→ **Activity**
Where does the string "building" appear in the records? Copy each line that holds it.
*** Records ***
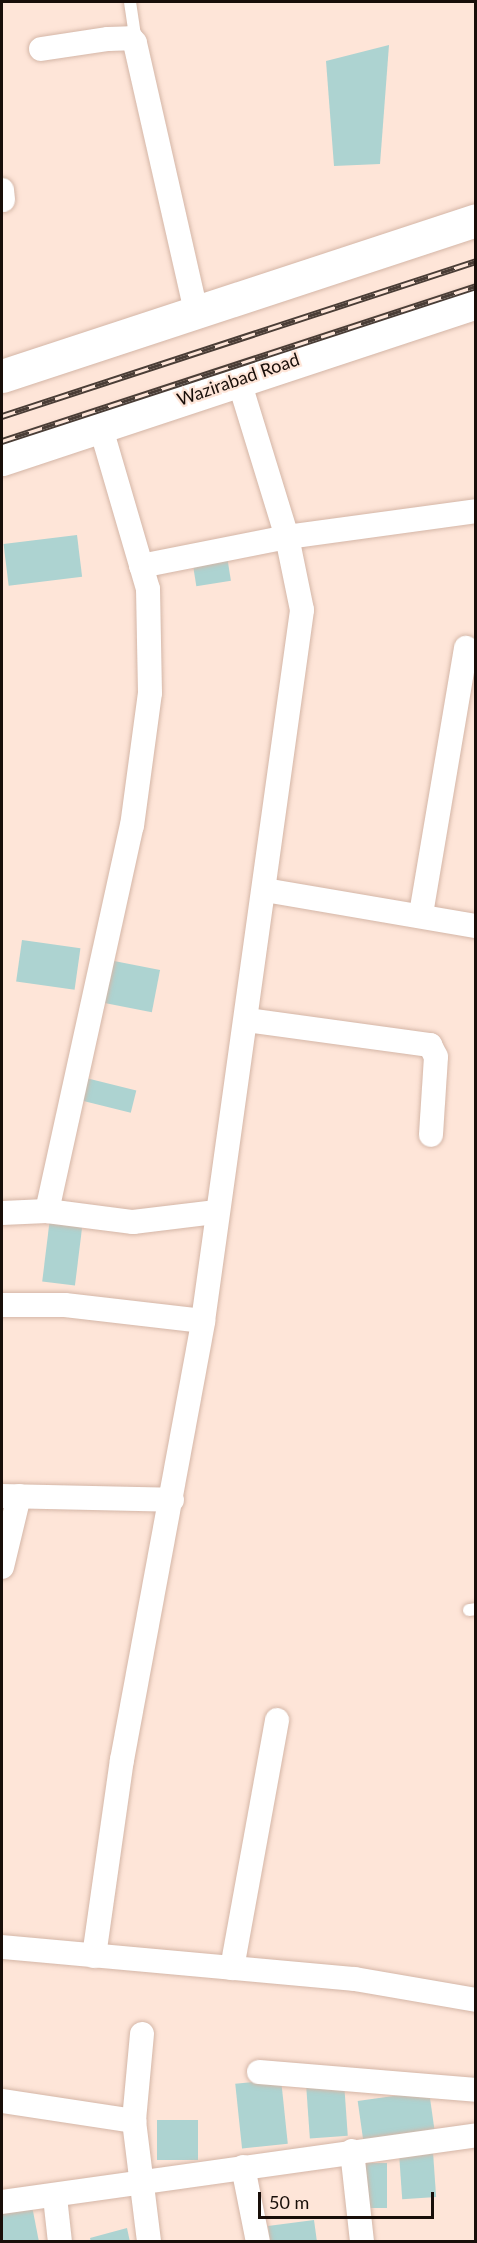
<!DOCTYPE html>
<html>
<head>
<meta charset="utf-8">
<style>
	body { margin:0 }
	#map { position:relative; width:477px; height:2243px; overflow:hidden; background:#fee5d8; font-family:Lato,sans-serif }
	div>[style] { position:absolute }
	.building>* { inset:0; background:#add3d1; transform-origin:0 0 }
	.roads { filter:drop-shadow(0 0 2px #d4b6a7) drop-shadow(0 0 2px #d4b6a7) }
	.lane>* { height:12px; margin:-6px; padding:0 6px; transform-origin:6px; border-radius:6px; background:#fff }
	.street>* { height:24px; margin:-12px; padding:0 12px; transform-origin:12px; border-radius:12px; background:#fff }
	.highway>* { height:33px; margin:-16.5px; padding:0 16.5px; transform-origin:16.5px; border-radius:16.5px; background:#fff }
	.rail>* { height:7px; margin-top:-3.5px; transform-origin:0; background:repeating-linear-gradient(90deg,#fee5d8 0 14px,#4a3d36 0 28px); box-sizing:border-box; border-block:2px solid #4a3d36 }
	span { translate:-50% -50%; white-space:nowrap; text-align:center; line-height:1.15; -webkit-text-stroke:4.5px #fee5d8; paint-order:stroke }
	.street-label { font-size:18px; color:#180e09 }
	.frame { position:absolute; inset:0; border:3px solid #180e09; pointer-events:none }
	.scale { position:absolute; left:258px; top:2192px; width:176px; height:27px; box-sizing:border-box; border:3px solid #180e09; border-top:0; padding-left:8px; font-size:18px; line-height:21px; white-space:nowrap; color:#180e09; -webkit-text-stroke:4px #fee5d8; paint-order:stroke }
</style>
</head>
<body>
<div id="map">
	<div class="building">
		<div style="clip-path:polygon(389px 45px,380px 164px,334px 166px,326px 61px)"></div>
		<div style="left:77px;top:535px;width:42px;height:74px;rotate:83deg"></div>
		<div style="left:227px;top:556px;width:25px;height:35px;rotate:81deg"></div>
		<div style="left:22px;top:940px;width:59px;height:42px;rotate:8deg"></div>
		<div style="left:109px;top:960px;width:52px;height:43px;rotate:11deg"></div>
		<div style="left:82px;top:1077px;width:56px;height:23px;rotate:14deg"></div>
		<div style="left:50px;top:1218px;width:33px;height:64px;rotate:7deg"></div>
		<div style="left:281px;top:2079px;width:65px;height:46px;rotate:84deg"></div>
		<div style="left:344px;top:2082px;width:54px;height:38px;rotate:86deg"></div>
		<div style="left:429px;top:2091px;width:42px;height:72px;rotate:82deg"></div>
		<div style="left:198px;top:2120px;width:40px;height:41px;rotate:90deg"></div>
		<div style="left:433px;top:2152px;width:45px;height:34px;rotate:86deg"></div>
		<div style="left:363px;top:2163px;width:24px;height:45px"></div>
		<div style="clip-path:polygon(32px 2206px,39px 2242px,2px 2242px,2px 2211px)"></div>
		<div style="clip-path:polygon(314px 2220px,317px 2242px,270px 2242px,268px 2226px)"></div>
		<div style="clip-path:polygon(127px 2228px,130px 2242px,91px 2242px,90px 2238px)"></div>
	</div>
	<div class="roads">
		<div class="lane">
			<div style="left:130px;top:2px;width:40px;rotate:81.5deg"></div>
			<div style="left:469px;top:1610px;width:7px;rotate:-8deg"></div>
		</div>
		<div class="street">
			<div style="left:41px;top:49px;width:68px;rotate:-8.5deg"></div>
			<div style="left:108px;top:39px;width:23px;rotate:-2deg"></div>
			<div style="left:131px;top:38px;width:6px;rotate:51deg"></div>
			<div style="left:135px;top:43px;width:275px;rotate:77.2deg"></div>
			<div style="left:2px;top:190px;width:10px;rotate:84deg"></div>
			<div style="left:141px;top:566px;width:149px;rotate:-11.2deg"></div>
			<div style="left:287px;top:537px;width:191px;rotate:-7.8deg"></div>
			<div style="left:265px;top:890px;width:214px;rotate:9.7deg"></div>
			<div style="left:421px;top:914px;width:270px;rotate:-80.4deg"></div>
			<div style="left:247px;top:1020px;width:185px;rotate:7.8deg"></div>
			<div style="left:430px;top:1045px;width:13px;rotate:63deg"></div>
			<div style="left:436px;top:1057px;width:78px;rotate:93.7deg"></div>
			<div style="left:47px;top:1211px;width:394px;rotate:-77.6deg"></div>
			<div style="left:132px;top:826px;width:134px;rotate:-82.3deg"></div>
			<div style="left:150px;top:693px;width:104px;rotate:-91.1deg"></div>
			<div style="left:148px;top:589px;width:168px;rotate:-106.3deg"></div>
			<div style="left:2px;top:1213px;width:45px;rotate:-2.5deg"></div>
			<div style="left:47px;top:1211px;width:87px;rotate:7.3deg"></div>
			<div style="left:133px;top:1222px;width:84px;rotate:-6.9deg"></div>
			<div style="left:2px;top:1305px;width:63px"></div>
			<div style="left:65px;top:1305px;width:139px;rotate:6.6deg"></div>
			<div style="left:2px;top:1496px;width:170px;rotate:1.3deg"></div>
			<div style="left:2px;top:1567px;width:73px;rotate:-76.5deg"></div>
			<div style="left:2px;top:1947px;width:354px;rotate:5.2deg"></div>
			<div style="left:355px;top:1979px;width:123px;rotate:9.8deg"></div>
			<div style="left:94px;top:1956px;width:198px;rotate:-81.9deg"></div>
			<div style="left:122px;top:1760px;width:446px;rotate:-79.5deg"></div>
			<div style="left:203px;top:1321px;width:718px;rotate:-82.07deg"></div>
			<div style="left:302px;top:610px;width:75px;rotate:-101.6deg"></div>
			<div style="left:287px;top:537px;width:166px;rotate:-107.1deg"></div>
			<div style="left:232px;top:1968px;width:252px;rotate:-79.7deg"></div>
			<div style="left:142px;top:2034px;width:87px;rotate:95.3deg"></div>
			<div style="left:134px;top:2121px;width:122px;rotate:82.9deg"></div>
			<div style="left:259px;top:2072px;width:218px;rotate:4.7deg"></div>
			<div style="left:2px;top:2101px;width:134px;rotate:8.6deg"></div>
			<div style="left:352px;top:2151px;width:92px;rotate:83.7deg"></div>
			<div style="left:243px;top:2167px;width:76px;rotate:78.7deg"></div>
			<div style="left:55px;top:2197px;width:45px;rotate:83.7deg"></div>
			<div style="left:2px;top:2202px;width:479px;rotate:-8deg"></div>
		</div>
		<div class="highway">
			<div style="left:2px;top:376px;width:499px;rotate:-18.2deg"></div>
			<div style="left:2px;top:459px;width:499px;rotate:-18.3deg"></div>
		</div>
	</div>
	<div class="rail">
		<div style="left:2px;top:416px;width:499px;rotate:-18.1deg"></div>
		<div style="left:2px;top:441px;width:499px;rotate:-18.1deg"></div>
	</div>
	<div class="street-label">
		<span style="left:238px;top:379px;rotate:-19deg">Wazirabad Road</span>
	</div>
	<div class="frame"></div>
	<div class="scale">50 m</div>
</div>
</body>
</html>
*** End of Records ***
→ **Response below**
	.building>* { inset:0; background:#add3d1; transform-origin:0 0 }
	<div class="building">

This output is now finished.